* [TASK STATEMENT] Exercise in exact copying. Transcribe every entry that follows, word for word.

* [SOURCE MATERIAL]

···

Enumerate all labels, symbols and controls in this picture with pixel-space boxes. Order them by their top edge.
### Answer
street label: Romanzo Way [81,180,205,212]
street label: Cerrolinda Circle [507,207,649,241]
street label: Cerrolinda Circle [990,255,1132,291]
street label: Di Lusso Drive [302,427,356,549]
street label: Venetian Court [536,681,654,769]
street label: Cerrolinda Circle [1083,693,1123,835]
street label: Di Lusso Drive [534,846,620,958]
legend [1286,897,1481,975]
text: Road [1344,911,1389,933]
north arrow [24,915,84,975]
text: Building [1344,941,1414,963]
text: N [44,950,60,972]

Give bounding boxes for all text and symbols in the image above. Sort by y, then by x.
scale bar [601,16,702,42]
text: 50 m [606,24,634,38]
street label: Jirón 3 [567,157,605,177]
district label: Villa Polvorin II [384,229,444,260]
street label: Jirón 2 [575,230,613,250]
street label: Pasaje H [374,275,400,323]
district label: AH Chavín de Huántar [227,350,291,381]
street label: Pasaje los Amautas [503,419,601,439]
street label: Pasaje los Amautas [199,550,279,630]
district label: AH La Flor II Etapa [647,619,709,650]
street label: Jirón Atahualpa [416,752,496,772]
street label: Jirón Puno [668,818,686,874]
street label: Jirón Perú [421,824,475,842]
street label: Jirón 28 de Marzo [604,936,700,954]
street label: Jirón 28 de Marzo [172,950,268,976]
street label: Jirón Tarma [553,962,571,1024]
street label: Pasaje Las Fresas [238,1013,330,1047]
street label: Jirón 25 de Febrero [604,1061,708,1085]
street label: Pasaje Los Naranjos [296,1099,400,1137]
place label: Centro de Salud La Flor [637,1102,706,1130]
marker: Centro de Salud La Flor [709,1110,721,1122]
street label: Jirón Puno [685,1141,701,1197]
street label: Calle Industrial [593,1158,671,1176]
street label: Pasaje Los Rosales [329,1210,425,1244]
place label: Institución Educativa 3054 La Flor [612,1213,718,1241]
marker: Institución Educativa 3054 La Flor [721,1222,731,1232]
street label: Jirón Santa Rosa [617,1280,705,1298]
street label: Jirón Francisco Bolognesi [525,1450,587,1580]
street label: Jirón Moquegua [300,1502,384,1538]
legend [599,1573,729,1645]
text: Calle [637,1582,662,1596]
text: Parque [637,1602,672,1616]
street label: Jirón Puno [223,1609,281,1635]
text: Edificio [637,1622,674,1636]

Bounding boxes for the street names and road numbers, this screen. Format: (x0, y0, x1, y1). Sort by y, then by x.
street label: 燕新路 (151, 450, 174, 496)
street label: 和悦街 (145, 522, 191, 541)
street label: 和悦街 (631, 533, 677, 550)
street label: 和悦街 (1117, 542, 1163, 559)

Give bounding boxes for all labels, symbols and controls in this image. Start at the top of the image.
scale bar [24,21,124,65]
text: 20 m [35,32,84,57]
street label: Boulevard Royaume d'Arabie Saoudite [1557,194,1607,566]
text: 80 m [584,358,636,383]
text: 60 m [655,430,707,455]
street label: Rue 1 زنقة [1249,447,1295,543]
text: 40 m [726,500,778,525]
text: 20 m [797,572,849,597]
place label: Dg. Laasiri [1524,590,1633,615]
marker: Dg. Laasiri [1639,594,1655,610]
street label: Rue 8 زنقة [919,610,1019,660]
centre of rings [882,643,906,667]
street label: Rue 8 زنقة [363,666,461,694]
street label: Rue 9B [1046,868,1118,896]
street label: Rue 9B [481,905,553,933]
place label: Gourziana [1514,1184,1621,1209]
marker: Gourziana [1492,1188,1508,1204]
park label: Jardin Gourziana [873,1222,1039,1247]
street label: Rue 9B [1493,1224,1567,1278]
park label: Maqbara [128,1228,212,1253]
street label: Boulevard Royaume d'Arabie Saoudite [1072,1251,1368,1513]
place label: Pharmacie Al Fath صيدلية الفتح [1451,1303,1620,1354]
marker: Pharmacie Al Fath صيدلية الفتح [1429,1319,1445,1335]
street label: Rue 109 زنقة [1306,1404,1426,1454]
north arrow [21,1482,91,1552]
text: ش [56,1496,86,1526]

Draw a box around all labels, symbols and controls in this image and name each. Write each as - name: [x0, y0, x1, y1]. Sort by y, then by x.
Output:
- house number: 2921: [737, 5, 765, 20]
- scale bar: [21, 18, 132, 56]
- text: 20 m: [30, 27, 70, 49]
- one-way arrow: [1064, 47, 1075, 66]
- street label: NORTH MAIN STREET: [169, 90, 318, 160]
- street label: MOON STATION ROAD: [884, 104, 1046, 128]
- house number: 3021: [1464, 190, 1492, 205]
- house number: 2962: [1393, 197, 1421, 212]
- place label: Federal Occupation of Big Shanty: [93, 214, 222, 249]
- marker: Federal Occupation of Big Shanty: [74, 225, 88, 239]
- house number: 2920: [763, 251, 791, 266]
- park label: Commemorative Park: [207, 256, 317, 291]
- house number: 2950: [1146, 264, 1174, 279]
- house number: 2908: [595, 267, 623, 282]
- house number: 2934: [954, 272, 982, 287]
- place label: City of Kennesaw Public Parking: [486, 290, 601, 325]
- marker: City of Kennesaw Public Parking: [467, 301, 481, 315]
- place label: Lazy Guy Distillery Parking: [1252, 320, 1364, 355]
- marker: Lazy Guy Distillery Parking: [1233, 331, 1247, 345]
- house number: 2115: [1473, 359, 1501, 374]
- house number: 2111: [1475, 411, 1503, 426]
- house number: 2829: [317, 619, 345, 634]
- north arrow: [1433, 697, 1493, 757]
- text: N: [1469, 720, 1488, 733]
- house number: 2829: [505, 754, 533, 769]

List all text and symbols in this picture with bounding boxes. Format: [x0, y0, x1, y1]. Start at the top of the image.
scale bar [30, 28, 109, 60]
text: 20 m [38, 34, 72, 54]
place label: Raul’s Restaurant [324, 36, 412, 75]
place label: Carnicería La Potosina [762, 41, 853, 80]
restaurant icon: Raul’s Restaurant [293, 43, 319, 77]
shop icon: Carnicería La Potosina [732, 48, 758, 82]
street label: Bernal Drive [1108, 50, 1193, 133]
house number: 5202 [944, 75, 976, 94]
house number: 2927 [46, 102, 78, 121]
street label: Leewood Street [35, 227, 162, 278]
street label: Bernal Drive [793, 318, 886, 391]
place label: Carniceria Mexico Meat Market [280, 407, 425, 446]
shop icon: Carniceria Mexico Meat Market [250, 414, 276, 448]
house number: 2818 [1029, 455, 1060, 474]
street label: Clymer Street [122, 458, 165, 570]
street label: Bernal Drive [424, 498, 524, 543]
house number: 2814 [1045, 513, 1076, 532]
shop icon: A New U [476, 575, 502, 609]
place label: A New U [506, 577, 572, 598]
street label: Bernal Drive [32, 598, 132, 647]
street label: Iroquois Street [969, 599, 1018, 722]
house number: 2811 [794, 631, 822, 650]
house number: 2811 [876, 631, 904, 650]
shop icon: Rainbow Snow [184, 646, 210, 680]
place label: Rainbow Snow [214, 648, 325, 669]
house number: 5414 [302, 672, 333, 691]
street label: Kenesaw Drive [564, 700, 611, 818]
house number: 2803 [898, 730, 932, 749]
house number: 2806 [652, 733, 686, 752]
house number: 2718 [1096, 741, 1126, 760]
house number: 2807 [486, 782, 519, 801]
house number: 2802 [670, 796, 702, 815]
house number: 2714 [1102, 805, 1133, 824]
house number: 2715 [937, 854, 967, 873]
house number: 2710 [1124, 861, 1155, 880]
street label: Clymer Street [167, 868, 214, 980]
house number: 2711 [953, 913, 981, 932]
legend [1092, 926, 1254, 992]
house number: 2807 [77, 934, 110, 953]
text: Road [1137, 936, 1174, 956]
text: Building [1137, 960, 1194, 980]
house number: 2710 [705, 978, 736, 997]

···

* [WRITTEN REPLY]
Enumerate all labels, symbols and controls in this picture with pixel-space boxes. Order them by their top edge.
### Answer
street label: Romanzo Way [81,180,205,212]
street label: Cerrolinda Circle [507,207,649,241]
street label: Cerrolinda Circle [990,255,1132,291]
street label: Di Lusso Drive [302,427,356,549]
street label: Venetian Court [536,681,654,769]
street label: Cerrolinda Circle [1083,693,1123,835]
street label: Di Lusso Drive [534,846,620,958]
legend [1286,897,1481,975]
text: Road [1344,911,1389,933]
north arrow [24,915,84,975]
text: Building [1344,941,1414,963]
text: N [44,950,60,972]

Give bounding boxes for all text and symbols in the image above. Sort by y, then by x.
scale bar [601,16,702,42]
text: 50 m [606,24,634,38]
street label: Jirón 3 [567,157,605,177]
district label: Villa Polvorin II [384,229,444,260]
street label: Jirón 2 [575,230,613,250]
street label: Pasaje H [374,275,400,323]
district label: AH Chavín de Huántar [227,350,291,381]
street label: Pasaje los Amautas [503,419,601,439]
street label: Pasaje los Amautas [199,550,279,630]
district label: AH La Flor II Etapa [647,619,709,650]
street label: Jirón Atahualpa [416,752,496,772]
street label: Jirón Puno [668,818,686,874]
street label: Jirón Perú [421,824,475,842]
street label: Jirón 28 de Marzo [604,936,700,954]
street label: Jirón 28 de Marzo [172,950,268,976]
street label: Jirón Tarma [553,962,571,1024]
street label: Pasaje Las Fresas [238,1013,330,1047]
street label: Jirón 25 de Febrero [604,1061,708,1085]
street label: Pasaje Los Naranjos [296,1099,400,1137]
place label: Centro de Salud La Flor [637,1102,706,1130]
marker: Centro de Salud La Flor [709,1110,721,1122]
street label: Jirón Puno [685,1141,701,1197]
street label: Calle Industrial [593,1158,671,1176]
street label: Pasaje Los Rosales [329,1210,425,1244]
place label: Institución Educativa 3054 La Flor [612,1213,718,1241]
marker: Institución Educativa 3054 La Flor [721,1222,731,1232]
street label: Jirón Santa Rosa [617,1280,705,1298]
street label: Jirón Francisco Bolognesi [525,1450,587,1580]
street label: Jirón Moquegua [300,1502,384,1538]
legend [599,1573,729,1645]
text: Calle [637,1582,662,1596]
text: Parque [637,1602,672,1616]
street label: Jirón Puno [223,1609,281,1635]
text: Edificio [637,1622,674,1636]

Bounding boxes for the street names and road numbers, this screen. Format: (x0, y0, x1, y1). Sort by y, then by x.
street label: 燕新路 (151, 450, 174, 496)
street label: 和悦街 (145, 522, 191, 541)
street label: 和悦街 (631, 533, 677, 550)
street label: 和悦街 (1117, 542, 1163, 559)

Give bounding boxes for all labels, symbols and controls in this image. Start at the top of the image.
scale bar [24,21,124,65]
text: 20 m [35,32,84,57]
street label: Boulevard Royaume d'Arabie Saoudite [1557,194,1607,566]
text: 80 m [584,358,636,383]
text: 60 m [655,430,707,455]
street label: Rue 1 زنقة [1249,447,1295,543]
text: 40 m [726,500,778,525]
text: 20 m [797,572,849,597]
place label: Dg. Laasiri [1524,590,1633,615]
marker: Dg. Laasiri [1639,594,1655,610]
street label: Rue 8 زنقة [919,610,1019,660]
centre of rings [882,643,906,667]
street label: Rue 8 زنقة [363,666,461,694]
street label: Rue 9B [1046,868,1118,896]
street label: Rue 9B [481,905,553,933]
place label: Gourziana [1514,1184,1621,1209]
marker: Gourziana [1492,1188,1508,1204]
park label: Jardin Gourziana [873,1222,1039,1247]
street label: Rue 9B [1493,1224,1567,1278]
park label: Maqbara [128,1228,212,1253]
street label: Boulevard Royaume d'Arabie Saoudite [1072,1251,1368,1513]
place label: Pharmacie Al Fath صيدلية الفتح [1451,1303,1620,1354]
marker: Pharmacie Al Fath صيدلية الفتح [1429,1319,1445,1335]
street label: Rue 109 زنقة [1306,1404,1426,1454]
north arrow [21,1482,91,1552]
text: ش [56,1496,86,1526]

Draw a box around all labels, symbols and controls in this image and name each. Write each as - name: [x0, y0, x1, y1]. Sort by y, then by x.
Output:
- house number: 2921: [737, 5, 765, 20]
- scale bar: [21, 18, 132, 56]
- text: 20 m: [30, 27, 70, 49]
- one-way arrow: [1064, 47, 1075, 66]
- street label: NORTH MAIN STREET: [169, 90, 318, 160]
- street label: MOON STATION ROAD: [884, 104, 1046, 128]
- house number: 3021: [1464, 190, 1492, 205]
- house number: 2962: [1393, 197, 1421, 212]
- place label: Federal Occupation of Big Shanty: [93, 214, 222, 249]
- marker: Federal Occupation of Big Shanty: [74, 225, 88, 239]
- house number: 2920: [763, 251, 791, 266]
- park label: Commemorative Park: [207, 256, 317, 291]
- house number: 2950: [1146, 264, 1174, 279]
- house number: 2908: [595, 267, 623, 282]
- house number: 2934: [954, 272, 982, 287]
- place label: City of Kennesaw Public Parking: [486, 290, 601, 325]
- marker: City of Kennesaw Public Parking: [467, 301, 481, 315]
- place label: Lazy Guy Distillery Parking: [1252, 320, 1364, 355]
- marker: Lazy Guy Distillery Parking: [1233, 331, 1247, 345]
- house number: 2115: [1473, 359, 1501, 374]
- house number: 2111: [1475, 411, 1503, 426]
- house number: 2829: [317, 619, 345, 634]
- north arrow: [1433, 697, 1493, 757]
- text: N: [1469, 720, 1488, 733]
- house number: 2829: [505, 754, 533, 769]

List all text and symbols in this picture with bounding boxes. Format: [x0, y0, x1, y1]. Start at the top of the image.
scale bar [30, 28, 109, 60]
text: 20 m [38, 34, 72, 54]
place label: Raul’s Restaurant [324, 36, 412, 75]
place label: Carnicería La Potosina [762, 41, 853, 80]
restaurant icon: Raul’s Restaurant [293, 43, 319, 77]
shop icon: Carnicería La Potosina [732, 48, 758, 82]
street label: Bernal Drive [1108, 50, 1193, 133]
house number: 5202 [944, 75, 976, 94]
house number: 2927 [46, 102, 78, 121]
street label: Leewood Street [35, 227, 162, 278]
street label: Bernal Drive [793, 318, 886, 391]
place label: Carniceria Mexico Meat Market [280, 407, 425, 446]
shop icon: Carniceria Mexico Meat Market [250, 414, 276, 448]
house number: 2818 [1029, 455, 1060, 474]
street label: Clymer Street [122, 458, 165, 570]
street label: Bernal Drive [424, 498, 524, 543]
house number: 2814 [1045, 513, 1076, 532]
shop icon: A New U [476, 575, 502, 609]
place label: A New U [506, 577, 572, 598]
street label: Bernal Drive [32, 598, 132, 647]
street label: Iroquois Street [969, 599, 1018, 722]
house number: 2811 [794, 631, 822, 650]
house number: 2811 [876, 631, 904, 650]
shop icon: Rainbow Snow [184, 646, 210, 680]
place label: Rainbow Snow [214, 648, 325, 669]
house number: 5414 [302, 672, 333, 691]
street label: Kenesaw Drive [564, 700, 611, 818]
house number: 2803 [898, 730, 932, 749]
house number: 2806 [652, 733, 686, 752]
house number: 2718 [1096, 741, 1126, 760]
house number: 2807 [486, 782, 519, 801]
house number: 2802 [670, 796, 702, 815]
house number: 2714 [1102, 805, 1133, 824]
house number: 2715 [937, 854, 967, 873]
house number: 2710 [1124, 861, 1155, 880]
street label: Clymer Street [167, 868, 214, 980]
house number: 2711 [953, 913, 981, 932]
legend [1092, 926, 1254, 992]
house number: 2807 [77, 934, 110, 953]
text: Road [1137, 936, 1174, 956]
text: Building [1137, 960, 1194, 980]
house number: 2710 [705, 978, 736, 997]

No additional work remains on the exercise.